The focus should be on (1) the sticker shock being experienced and (2) the second order impacts of the roll out on health care providers. Yuval Levin, Tevi Troy and Lanhee Chen are the murderer's row of conservative critics of Obamacare, and each has hinted at the scale of the second- and third-order impacts of the law. Bring them in, Chairman Upton, sit them down, and ask for their help in charting the course of this most important first hearing. Begin to push the Administration for the schedule of future sit-downs. Ditto Chairman Issa.
There will be a temptation to focus on the contracting fiasco, and perhaps a couple of minutes should be allotted the sourcing of the massive contract to the obviously unprepared contractor, but much more systemic collapses are ahead and the public needs to know (1) does the secretary know what is coming and (2) who is in the chain of command?
As with the Benghazi hearing, the Members need to know (1) this isn't about their turn in the spotlight but about short, specific, non-repetitive questions and giving the Secretary as much time as possible to answer. Her answers are what matter, and credit goes to the Member who most artfully frames and asks questions, not to blowhards and preening newbies.

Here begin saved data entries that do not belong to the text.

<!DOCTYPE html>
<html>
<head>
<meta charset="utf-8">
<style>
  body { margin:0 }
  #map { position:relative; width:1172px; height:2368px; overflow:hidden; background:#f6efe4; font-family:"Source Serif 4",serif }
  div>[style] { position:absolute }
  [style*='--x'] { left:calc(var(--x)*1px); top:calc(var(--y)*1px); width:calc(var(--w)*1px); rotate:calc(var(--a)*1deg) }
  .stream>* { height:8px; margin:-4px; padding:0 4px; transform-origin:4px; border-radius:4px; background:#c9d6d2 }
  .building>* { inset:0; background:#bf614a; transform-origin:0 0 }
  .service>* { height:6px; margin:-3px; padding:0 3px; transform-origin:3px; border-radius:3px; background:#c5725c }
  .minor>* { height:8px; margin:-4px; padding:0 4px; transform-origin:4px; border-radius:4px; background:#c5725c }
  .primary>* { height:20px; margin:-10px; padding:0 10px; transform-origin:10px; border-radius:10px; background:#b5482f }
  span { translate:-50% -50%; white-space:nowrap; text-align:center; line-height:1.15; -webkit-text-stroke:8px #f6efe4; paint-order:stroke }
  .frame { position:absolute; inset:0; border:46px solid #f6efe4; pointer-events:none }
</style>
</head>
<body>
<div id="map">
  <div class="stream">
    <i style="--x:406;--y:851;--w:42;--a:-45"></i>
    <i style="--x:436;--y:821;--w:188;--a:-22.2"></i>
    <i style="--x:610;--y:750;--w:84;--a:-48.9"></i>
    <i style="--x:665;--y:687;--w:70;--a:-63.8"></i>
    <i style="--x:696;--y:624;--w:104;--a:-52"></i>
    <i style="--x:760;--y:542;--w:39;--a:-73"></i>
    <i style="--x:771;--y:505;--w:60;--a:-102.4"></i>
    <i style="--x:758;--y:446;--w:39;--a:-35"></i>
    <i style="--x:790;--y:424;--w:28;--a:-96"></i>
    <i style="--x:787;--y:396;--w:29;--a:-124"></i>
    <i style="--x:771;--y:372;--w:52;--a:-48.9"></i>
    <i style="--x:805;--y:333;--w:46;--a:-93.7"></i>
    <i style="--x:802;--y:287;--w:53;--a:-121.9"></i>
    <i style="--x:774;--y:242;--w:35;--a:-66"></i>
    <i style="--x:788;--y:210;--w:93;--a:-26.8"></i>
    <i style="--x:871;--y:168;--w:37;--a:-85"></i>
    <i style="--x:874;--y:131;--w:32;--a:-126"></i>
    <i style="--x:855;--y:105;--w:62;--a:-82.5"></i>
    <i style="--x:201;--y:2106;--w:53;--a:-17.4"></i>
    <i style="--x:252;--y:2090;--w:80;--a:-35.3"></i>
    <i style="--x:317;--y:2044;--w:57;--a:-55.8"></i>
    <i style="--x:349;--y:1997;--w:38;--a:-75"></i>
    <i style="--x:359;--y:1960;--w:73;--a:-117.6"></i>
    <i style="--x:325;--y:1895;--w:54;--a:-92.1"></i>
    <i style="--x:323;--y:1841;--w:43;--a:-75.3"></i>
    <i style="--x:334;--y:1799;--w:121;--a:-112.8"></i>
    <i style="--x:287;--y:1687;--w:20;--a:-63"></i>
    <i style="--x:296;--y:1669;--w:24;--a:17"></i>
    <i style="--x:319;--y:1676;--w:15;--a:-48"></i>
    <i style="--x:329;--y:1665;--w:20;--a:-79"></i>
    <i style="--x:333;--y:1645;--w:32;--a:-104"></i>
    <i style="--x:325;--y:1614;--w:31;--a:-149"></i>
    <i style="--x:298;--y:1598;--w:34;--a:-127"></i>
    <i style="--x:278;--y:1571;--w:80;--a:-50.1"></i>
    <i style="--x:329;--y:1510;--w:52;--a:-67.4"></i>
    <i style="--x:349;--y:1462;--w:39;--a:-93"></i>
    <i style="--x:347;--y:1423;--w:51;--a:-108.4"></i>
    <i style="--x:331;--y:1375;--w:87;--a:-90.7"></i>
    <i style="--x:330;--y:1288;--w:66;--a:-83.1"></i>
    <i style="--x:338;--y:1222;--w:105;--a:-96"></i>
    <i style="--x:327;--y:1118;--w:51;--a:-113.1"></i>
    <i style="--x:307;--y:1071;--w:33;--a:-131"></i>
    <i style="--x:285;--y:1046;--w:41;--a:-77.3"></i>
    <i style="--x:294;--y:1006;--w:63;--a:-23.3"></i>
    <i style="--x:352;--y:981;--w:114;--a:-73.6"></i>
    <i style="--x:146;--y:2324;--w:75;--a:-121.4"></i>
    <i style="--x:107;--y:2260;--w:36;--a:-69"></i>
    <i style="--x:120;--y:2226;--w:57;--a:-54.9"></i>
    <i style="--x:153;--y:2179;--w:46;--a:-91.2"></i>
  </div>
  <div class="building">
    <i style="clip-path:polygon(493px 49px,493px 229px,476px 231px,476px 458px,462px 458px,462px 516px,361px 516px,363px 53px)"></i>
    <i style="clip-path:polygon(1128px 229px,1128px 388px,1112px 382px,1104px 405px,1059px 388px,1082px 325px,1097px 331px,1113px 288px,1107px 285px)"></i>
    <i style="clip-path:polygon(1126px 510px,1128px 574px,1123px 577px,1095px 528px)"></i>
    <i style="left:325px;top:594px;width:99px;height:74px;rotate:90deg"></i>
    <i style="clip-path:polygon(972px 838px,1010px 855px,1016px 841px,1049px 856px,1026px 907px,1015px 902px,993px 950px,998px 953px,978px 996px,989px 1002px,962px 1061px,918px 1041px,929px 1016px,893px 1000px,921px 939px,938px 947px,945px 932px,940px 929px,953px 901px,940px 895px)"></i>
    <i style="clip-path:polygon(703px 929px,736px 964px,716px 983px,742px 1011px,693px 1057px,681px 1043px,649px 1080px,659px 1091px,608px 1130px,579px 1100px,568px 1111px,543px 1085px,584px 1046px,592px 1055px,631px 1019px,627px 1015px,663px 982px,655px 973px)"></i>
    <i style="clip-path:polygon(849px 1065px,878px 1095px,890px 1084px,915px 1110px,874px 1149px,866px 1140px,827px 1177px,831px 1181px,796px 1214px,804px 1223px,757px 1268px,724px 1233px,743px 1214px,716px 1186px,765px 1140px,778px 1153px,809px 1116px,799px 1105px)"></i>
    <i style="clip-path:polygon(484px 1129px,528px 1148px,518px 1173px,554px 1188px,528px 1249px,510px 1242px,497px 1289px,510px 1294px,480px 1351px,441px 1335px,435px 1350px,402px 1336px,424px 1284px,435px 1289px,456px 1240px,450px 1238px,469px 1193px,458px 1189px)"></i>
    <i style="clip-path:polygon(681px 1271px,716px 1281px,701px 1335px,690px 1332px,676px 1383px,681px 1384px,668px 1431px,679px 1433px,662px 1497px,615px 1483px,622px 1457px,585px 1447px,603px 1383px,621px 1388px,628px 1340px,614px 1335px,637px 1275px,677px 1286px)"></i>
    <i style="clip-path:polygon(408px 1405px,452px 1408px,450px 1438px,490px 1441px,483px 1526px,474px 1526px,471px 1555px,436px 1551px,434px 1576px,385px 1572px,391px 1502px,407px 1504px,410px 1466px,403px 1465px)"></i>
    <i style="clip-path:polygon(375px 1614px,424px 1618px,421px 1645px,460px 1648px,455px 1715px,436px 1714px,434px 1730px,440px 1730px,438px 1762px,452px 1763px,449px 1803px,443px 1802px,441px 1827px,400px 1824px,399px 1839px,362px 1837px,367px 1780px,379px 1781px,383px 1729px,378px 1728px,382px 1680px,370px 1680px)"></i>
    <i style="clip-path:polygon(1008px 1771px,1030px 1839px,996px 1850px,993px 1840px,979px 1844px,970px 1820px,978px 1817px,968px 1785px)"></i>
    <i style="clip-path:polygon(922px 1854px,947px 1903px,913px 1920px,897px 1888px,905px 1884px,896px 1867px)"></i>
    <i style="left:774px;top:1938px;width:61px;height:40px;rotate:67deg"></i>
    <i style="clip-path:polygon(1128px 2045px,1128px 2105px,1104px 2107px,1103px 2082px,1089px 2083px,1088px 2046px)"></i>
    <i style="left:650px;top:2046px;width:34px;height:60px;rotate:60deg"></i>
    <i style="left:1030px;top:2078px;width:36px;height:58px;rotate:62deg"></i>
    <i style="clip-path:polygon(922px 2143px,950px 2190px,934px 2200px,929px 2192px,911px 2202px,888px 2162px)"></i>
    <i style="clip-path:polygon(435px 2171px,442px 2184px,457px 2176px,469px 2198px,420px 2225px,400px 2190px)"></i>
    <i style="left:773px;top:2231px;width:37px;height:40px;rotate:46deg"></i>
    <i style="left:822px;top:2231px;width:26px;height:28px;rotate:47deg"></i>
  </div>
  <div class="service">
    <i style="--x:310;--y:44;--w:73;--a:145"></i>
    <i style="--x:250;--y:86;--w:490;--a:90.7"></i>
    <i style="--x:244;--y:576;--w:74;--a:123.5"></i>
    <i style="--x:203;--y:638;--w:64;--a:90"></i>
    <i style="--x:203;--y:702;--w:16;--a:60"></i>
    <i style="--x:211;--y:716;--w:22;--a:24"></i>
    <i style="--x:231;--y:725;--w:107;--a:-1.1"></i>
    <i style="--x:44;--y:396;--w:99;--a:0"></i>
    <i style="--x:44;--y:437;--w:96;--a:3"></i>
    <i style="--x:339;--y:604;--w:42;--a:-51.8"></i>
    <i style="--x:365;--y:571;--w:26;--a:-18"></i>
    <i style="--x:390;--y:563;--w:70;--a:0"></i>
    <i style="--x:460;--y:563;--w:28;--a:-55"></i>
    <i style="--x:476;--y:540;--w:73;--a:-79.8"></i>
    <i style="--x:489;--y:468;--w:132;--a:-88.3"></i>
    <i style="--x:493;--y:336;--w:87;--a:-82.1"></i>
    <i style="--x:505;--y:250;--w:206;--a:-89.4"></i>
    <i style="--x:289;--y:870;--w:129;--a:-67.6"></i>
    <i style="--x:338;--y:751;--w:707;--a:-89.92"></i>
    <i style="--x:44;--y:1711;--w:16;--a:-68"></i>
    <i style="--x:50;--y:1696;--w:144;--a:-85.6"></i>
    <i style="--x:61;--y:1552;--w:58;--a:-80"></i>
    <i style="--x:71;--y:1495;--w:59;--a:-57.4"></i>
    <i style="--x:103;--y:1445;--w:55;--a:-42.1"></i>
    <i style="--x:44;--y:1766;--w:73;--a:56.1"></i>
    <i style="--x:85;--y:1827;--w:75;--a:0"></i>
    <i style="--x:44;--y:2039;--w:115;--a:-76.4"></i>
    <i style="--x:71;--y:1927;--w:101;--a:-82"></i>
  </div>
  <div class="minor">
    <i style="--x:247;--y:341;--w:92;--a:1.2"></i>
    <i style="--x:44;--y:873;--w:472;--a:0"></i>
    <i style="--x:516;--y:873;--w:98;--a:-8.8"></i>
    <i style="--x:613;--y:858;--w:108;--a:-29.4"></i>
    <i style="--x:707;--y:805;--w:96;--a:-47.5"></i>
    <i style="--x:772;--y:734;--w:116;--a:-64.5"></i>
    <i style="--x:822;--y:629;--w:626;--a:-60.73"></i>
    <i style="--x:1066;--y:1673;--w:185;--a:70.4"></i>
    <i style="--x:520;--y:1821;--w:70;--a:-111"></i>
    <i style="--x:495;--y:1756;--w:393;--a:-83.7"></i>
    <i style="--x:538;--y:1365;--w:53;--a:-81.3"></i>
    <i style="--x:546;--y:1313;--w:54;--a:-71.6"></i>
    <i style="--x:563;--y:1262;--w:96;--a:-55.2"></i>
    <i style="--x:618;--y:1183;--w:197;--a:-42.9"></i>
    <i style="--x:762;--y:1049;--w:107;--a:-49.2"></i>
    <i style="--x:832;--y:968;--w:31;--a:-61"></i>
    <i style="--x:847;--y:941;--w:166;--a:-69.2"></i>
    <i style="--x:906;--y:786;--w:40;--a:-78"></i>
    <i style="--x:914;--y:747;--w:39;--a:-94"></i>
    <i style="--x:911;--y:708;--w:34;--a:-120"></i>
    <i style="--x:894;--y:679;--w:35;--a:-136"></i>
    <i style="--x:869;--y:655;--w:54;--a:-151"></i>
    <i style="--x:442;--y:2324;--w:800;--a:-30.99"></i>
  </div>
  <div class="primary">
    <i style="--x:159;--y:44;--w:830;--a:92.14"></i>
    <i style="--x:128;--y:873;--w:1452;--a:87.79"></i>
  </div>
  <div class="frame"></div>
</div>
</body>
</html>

It is about listening and interrupting when a filibuster breaks out. Short specific questions are crucial: They just have to be asked and asked in such a way that the secretary is obliged to answer or obviously dodged. My initial round of ten questions or lines of questions:
1. Is your department keeping track of the impact of premium sticker shock on individuals? Is there a number or a website where individuals can register the specific cost to them of this program so you and the president can see the real data from real lives?
If not, will you set up such a suite and make its data available to us and the media?
2. Is the data Americans entering on these sites secure from hackers? Will you guarantee that security?
3. Do you have an estimate of how many people have either already lost their old insurance or have been informed their coverage is being cancelled?
4. Where is most of the abrupt dislocation in coverage occurring?
5. Do you have a way people who have received cancellation notices to let you and the president know what is going on?
6. We hear from our constituents and from various reports in the media of 50% and even 100% premium increases. Did you expect such rate hikes?
7. Are providers registering any complaints? Have you established an infrastructure to deal with their issues? Please describe it.
8. The president said a "tech surge" is underway. Where is the headquarters for that surge? Who is running it? Is it 24/7? May I visit that HQ?
9. The president said the private sector wants to and is sending help? Can you give us some concrete examples of that help? Names and companies? Are they being paid? Is it legal not to pay them?
10. Gave you fired anybody because of the failure of the rollout? Please provide us with details.
We don't need outraged speeches from obscure Congressman. We need answers. Don't let your colleagues blow this Chairman Upton.
For you, though, Mr. Chairman, a special bonus question: "Madam Secretary, the president declared about Obamacare, quote "It's really good." Do you agree?